Low-Doc Mortgage Home Loans
Low-doc mortgage home loans, also known as low documentation home loans, are specifically designed to assist individuals who are not qualified for traditional home loans. Low-doc mortgage home loans will still require you to apply in writing, although you will not be required to provide as much paperwork for standard home loans. These low-doc mortgage home loans won't require you to submit documents such as proof of assets, liabilities or income statements. Usually, those who apply for low-doc mortgage home loans are just required to state their income. This process is called self-verification.
Those who do not qualify for standard home loans will surely benefit from low-doc mortgage home loans. However, there are some things that you need to keep in mind if you would like to apply for low-doc mortgage home loans. These low-doc mortgage home loans have higher interest rates, although the more financial documentation you can submit, the lower the interest rate often becomes. Low-doc mortgage home loans may also require you to put down a collateral such as a car or other investments. You may also have to make a higher deposit as well as pay additional fees. Aside from that, low-doc mortgage home loans often offer shorter loan periods.

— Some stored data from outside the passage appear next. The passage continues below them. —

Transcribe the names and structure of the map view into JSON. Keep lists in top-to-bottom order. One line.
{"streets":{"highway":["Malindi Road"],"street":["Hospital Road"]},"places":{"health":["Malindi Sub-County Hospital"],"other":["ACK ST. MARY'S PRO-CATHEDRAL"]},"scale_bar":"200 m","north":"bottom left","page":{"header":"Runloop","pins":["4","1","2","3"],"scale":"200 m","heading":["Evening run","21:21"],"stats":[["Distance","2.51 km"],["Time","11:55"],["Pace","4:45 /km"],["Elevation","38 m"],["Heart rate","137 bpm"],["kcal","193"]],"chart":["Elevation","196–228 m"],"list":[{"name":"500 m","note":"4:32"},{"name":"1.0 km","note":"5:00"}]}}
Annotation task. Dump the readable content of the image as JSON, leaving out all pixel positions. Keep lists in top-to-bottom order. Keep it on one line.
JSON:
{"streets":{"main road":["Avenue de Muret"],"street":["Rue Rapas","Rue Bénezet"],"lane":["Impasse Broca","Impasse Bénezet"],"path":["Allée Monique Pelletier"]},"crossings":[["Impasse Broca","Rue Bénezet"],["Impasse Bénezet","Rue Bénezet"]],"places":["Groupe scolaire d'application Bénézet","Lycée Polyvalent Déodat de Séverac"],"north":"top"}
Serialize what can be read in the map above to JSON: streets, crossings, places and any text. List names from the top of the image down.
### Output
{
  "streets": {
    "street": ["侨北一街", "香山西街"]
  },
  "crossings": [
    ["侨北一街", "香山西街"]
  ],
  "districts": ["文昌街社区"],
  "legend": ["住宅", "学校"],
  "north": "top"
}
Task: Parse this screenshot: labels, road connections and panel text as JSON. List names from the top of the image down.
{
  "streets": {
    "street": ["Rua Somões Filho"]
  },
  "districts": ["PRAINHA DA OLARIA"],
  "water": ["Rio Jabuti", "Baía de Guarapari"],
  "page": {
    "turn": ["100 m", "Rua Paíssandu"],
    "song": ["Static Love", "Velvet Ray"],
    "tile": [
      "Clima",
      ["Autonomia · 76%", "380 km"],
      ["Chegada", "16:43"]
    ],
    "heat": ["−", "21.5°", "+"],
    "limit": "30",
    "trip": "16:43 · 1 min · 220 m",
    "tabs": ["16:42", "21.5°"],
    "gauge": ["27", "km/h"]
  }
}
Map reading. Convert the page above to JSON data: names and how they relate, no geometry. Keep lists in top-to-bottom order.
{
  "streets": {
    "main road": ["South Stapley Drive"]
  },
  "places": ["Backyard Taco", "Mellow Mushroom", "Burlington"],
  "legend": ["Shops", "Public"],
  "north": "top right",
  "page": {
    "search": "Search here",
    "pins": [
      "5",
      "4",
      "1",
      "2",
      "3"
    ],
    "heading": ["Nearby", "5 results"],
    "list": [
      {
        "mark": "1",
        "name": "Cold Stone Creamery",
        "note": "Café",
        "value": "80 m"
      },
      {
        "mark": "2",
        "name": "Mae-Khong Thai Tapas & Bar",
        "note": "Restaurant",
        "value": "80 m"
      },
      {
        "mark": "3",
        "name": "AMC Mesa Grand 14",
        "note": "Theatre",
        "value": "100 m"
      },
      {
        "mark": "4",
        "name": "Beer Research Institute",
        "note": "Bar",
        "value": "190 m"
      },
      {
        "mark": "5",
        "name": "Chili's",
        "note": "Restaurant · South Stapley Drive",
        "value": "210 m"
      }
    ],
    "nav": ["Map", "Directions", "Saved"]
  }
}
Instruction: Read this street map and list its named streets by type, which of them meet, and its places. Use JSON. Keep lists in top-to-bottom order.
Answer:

Low-doc mortgage home loans will benefit those individuals who have some deposit saved or have existing equity but can't show evidence of regular income. If you're a casual worker or self-employed, low-doc mortgage home loans will help you get a house of your own. Those who have bad credit history can also rely on low-doc mortgage home loans.
If you can't provide the necessary documentation for standard mortgage loans, then low-doc mortgage home loans is the best option you have for obtaining the finance needed to buy the house you want. Although it adds to the cost, another good thing about low-doc mortgage home loans is that you'll also get mortgage insurance.